London’s housing market is at a critical point, new figures have revealed, with heavy discounting by homeowners desperate to sell their properties tipping the capital into a buyer’s market.
The average home in London is now sold at four per cent below its original asking price, up from just 0.5 per cent in 2014, the closely-watched Hometrack Cities Index showed. In some parts of the capital, discounting has risen as high as 10 per cent.
The figures suggested a widening gap between house price growth in London, which reached just 1.8 per cent between December 2016 and December 2017, and the rest of the UK, where growth was 4.4 per cent.

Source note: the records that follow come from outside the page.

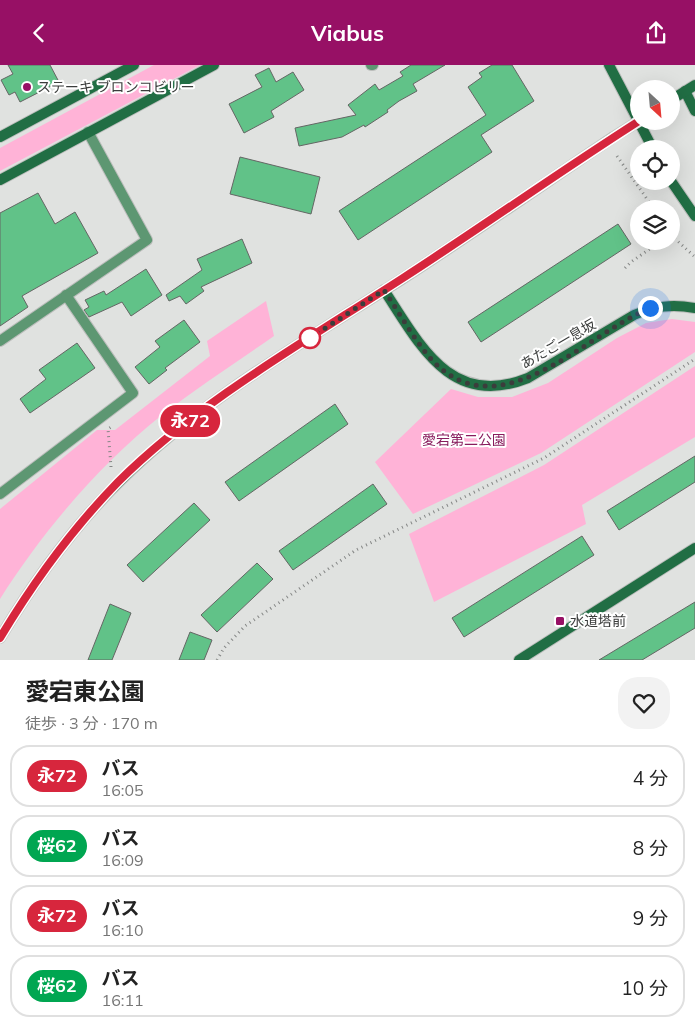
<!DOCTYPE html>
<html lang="ja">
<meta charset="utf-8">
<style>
:root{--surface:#fff;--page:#f2f2f2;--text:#222;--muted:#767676;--line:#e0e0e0;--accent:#971065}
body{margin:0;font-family:Mulish,"Noto Sans JP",sans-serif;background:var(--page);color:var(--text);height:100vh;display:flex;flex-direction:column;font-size:19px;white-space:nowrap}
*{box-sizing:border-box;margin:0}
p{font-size:16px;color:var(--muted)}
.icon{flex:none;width:28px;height:28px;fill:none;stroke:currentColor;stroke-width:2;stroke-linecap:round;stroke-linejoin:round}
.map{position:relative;height:595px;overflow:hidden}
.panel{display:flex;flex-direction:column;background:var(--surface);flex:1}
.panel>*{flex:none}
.badge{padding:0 10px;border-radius:16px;font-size:18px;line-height:32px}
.needle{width:32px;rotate:154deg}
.controls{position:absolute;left:630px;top:15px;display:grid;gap:10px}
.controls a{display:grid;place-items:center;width:50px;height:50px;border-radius:50%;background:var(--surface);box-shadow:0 5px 20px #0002;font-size:25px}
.you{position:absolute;width:25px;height:25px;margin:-12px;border:4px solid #fff;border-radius:50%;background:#1a73e8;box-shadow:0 0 0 8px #1a73e833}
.map>.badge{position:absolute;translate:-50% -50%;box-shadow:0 0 0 2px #fff}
.round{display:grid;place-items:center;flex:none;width:52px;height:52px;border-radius:20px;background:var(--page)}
.headline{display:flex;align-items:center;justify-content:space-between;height:85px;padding:0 25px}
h1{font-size:24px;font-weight:700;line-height:38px}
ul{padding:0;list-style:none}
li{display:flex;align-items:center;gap:15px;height:62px;margin:0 10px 8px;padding:0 15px;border:2px solid var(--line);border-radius:20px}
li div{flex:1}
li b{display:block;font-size:19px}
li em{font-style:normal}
li .badge{min-width:55px;font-weight:700;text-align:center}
header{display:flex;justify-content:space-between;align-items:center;height:65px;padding:0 25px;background:var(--accent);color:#fff;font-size:22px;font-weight:700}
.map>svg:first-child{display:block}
.green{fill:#ffb3d7}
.building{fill:#61c288;stroke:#646664}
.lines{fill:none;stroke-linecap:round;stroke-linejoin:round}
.street-casing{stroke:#bcbebc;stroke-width:12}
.secondary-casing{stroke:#bcbebc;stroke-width:12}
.path{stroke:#858786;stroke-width:3;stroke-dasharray:1 4;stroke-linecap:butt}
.street{stroke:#5d9772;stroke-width:10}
.secondary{stroke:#216e44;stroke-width:10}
.secondary-bridge-casing{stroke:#bcbebc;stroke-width:12;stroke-linecap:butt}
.secondary-bridge{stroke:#216e44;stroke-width:10}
.line-casing{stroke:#fff;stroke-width:11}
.line{stroke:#d7263d;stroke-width:8}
.walk{stroke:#3b3d3c;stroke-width:5;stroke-dasharray:0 9}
.poi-dot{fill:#971065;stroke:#fff;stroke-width:2}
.stop-dot{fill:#fff;stroke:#d7263d;stroke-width:2.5}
.labels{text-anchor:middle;stroke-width:4;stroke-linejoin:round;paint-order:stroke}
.poi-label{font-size:14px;fill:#3b3d3c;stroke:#fff;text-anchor:start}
.street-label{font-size:14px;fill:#3b3d3c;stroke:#fff}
.park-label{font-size:14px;fill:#881c5d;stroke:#fff}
</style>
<header><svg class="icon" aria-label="back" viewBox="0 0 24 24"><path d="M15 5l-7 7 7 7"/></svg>Viabus<svg class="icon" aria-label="share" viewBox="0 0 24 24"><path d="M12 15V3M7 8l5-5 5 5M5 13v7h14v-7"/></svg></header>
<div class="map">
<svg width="695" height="595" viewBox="0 0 695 595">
<rect width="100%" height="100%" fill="#e0e2e0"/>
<!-- green -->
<g class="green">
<polygon points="154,0 200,0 0,106 0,83"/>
<path d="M266,236l8,35c-37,26 -76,51 -112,79 -63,50 -119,116 -162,184v-90l97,-79h18l95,-74 -3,-15z"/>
<polygon points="672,254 695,257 695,287 541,388 413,449 375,397 451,324 478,332 512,332 548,318 617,273 646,258"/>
<polygon points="695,301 695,372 582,440 586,459 434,537 409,469 544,400"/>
</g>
<!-- building -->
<g class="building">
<polygon points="8,0 50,0 59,17 20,37 15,27 9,30 1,15 13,9"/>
<polygon points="411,0 445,0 413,19 417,26 399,36 387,45 388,47 365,62 364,60 342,72 299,81 295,63 356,50 348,40 375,19 379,25 403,11 400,7"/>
<polygon points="492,0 512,0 534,36 481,70 492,87 358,175 339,146 486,50 468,22 482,12 479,8"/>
<polygon points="269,3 276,17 293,7 304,25 271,46 274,52 244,68 229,39 262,22 255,10"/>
<polygon points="240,92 320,112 311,149 230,129"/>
<polygon points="38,128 55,159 75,147 98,188 22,231 28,242 0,261 0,148"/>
<polygon points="618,159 631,179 481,277 468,257"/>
<polygon points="242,174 252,198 201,222 204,226 186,239 180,231 169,236 166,230 202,205 197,194"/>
<polygon points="146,204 162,230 131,251 122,237 89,252 84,245 89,242 85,235 104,226 106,230"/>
<polygon points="184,255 200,277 165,303 167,305 149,319 135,302 160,282 155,276"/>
<polygon points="77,278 95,303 30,348 20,334 46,314 39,305"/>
<polygon points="335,339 348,359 239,436 225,417"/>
<polygon points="695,391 695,417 619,465 607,446"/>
<polygon points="373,419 387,439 293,505 279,486"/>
<polygon points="194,438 210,455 143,517 127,500"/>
<polygon points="582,471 594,490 464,572 452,553"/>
<polygon points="257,498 273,514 217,567 201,550"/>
<polygon points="695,537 695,563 642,595 599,595"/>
<polygon points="110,539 131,548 112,595 88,595"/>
<polygon points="190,567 212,575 204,595 179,595"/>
</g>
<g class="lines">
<defs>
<g id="street">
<polyline points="371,0 373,0"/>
<polyline points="0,276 147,175 88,67"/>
<polyline points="0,429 133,328 66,230"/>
</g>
<g id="secondary">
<polyline points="609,0 653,84"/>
<polyline points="685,26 695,46"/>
<polyline points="671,35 695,20"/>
<polyline points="0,72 134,0"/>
<polyline points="0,115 214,0"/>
<polyline points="671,116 695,151"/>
<path d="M384,225c36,55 67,119 144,88l106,-63c21,-9 38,-11 61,-7"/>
<path d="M0,573c33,-55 73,-111 119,-156 82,-82 186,-141 283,-203 71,-46 140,-94 210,-141"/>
<polyline points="519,595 695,483"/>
</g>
</defs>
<!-- street casing -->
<use href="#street" class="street-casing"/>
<!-- secondary casing -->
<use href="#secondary" class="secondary-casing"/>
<!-- path -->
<g class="path">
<polyline points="617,91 654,144"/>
<polyline points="671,170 695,192"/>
<polyline points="625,203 631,197 661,176"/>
<polyline points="111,402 108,364 111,362"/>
<polyline points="217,595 224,583 245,561 356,485 544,393 695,294"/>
</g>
<!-- street -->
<use href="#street" class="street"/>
<!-- secondary -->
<use href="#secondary" class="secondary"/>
<defs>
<polyline id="secondary-bridge" points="612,73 639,56"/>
</defs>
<!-- secondary-bridge casing -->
<use href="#secondary-bridge" class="secondary-bridge-casing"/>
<!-- secondary-bridge -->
<use href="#secondary-bridge" class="secondary-bridge"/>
</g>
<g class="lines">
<defs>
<path id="line" d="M0,573c33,-55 73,-110 118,-156 83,-82 188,-141 285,-204 79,-51 156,-106 236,-157"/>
</defs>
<!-- line casing -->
<use href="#line" class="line-casing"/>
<!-- line -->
<use href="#line" class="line"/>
<!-- walk -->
<path class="walk" d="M310,273l74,-48c14,21 27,44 42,63 68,85 156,-17 224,-45"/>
</g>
<!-- markers -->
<g class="poi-dot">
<circle cx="27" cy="22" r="5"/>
<rect x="555" y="551" width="10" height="10" rx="2.5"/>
</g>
<circle class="stop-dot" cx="310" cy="273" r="10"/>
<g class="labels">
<!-- poi labels -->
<g class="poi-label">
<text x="37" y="27">ステーキ ブロンコビリー</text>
<text x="570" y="561">水道塔前</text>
</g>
<!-- street labels -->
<g class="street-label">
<text transform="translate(558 279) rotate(-30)" y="5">あたご一息坂</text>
</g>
<!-- park labels -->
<g class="park-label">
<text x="464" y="380">愛宕第二公園</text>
</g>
</g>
</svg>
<div class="controls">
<a><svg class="needle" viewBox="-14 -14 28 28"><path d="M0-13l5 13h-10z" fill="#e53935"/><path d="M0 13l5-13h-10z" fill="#767676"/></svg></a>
<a><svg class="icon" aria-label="locate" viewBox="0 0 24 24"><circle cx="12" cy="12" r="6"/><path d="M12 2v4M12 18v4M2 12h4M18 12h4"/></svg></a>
<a><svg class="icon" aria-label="layers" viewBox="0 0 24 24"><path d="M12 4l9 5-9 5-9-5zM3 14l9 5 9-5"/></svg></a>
</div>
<div class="you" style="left:650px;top:243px"></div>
<b class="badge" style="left:190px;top:356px;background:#d7263d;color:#fff">永72</b>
</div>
<section class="panel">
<div class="headline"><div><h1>愛宕東公園</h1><p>徒歩 · 3 分 · 170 m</p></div><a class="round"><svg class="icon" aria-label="heart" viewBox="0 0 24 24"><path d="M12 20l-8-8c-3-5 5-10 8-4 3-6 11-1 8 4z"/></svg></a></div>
<ul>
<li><span class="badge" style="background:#d7263d;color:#fff">永72</span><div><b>バス</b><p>16:05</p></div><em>4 分</em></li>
<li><span class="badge" style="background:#00a651;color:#fff">桜62</span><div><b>バス</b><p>16:09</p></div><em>8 分</em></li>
<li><span class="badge" style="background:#d7263d;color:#fff">永72</span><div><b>バス</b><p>16:10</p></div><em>9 分</em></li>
<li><span class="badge" style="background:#00a651;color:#fff">桜62</span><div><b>バス</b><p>16:11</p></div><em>10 分</em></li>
</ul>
</section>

And while growth in the UK’s 20 largest cities hit 5.4 per cent during the same period, three areas experienced slower house price growth than the capital. In Oxford, Cambridge and Aberdeen, prices fell 0.9 per cent, 1.4 per cent and 9.9 per cent respectively.
By contrast, discounting by sellers in the UK’s largest regional cities is declining: in Birmingham and Manchester, the average price reduction has fallen from six per cent in 2013 to 2.7 per cent last year.
“These results confirm our view that the housing market is following the pattern registered in previous housing cycles with high rates of growth in London over the first half of the cycle being followed by low growth and an acceleration in regional housing markets as prices recover off a low base,” said Richard Donnell, insight director at Hometrack.
“We appear to be at this transition period once again.”
Five more years
Lucian Cook, head of residential research at Savills, said subdued growth in the capital is likely to continue until 2022 thanks to tighter rules on mortgage lending and a hike to stamp duty on high-end homes.
“We’re forecasting that prices in London only increase by a net figure of seven per cent over the next five years, whereas in the UK we think it’s going to be twice that figure, at 14.2 per cent,” he told City A.M.
Political factors
Tom Bill, head of residential research at Knight Frank, added that political factors may also be taking their toll on the market.
“We’ve had two stamp duty increases but we’ve also had two general elections and an EU referendum,” he said.
“The political uncertainty does have an impact. Vendors are still, in some areas, realising where the market is and understanding the need to drop asking prices.”
Earlier this month figures from the Land Registry showed asking prices in the capital had taken a dive, falling 2.3 per cent in the year to November.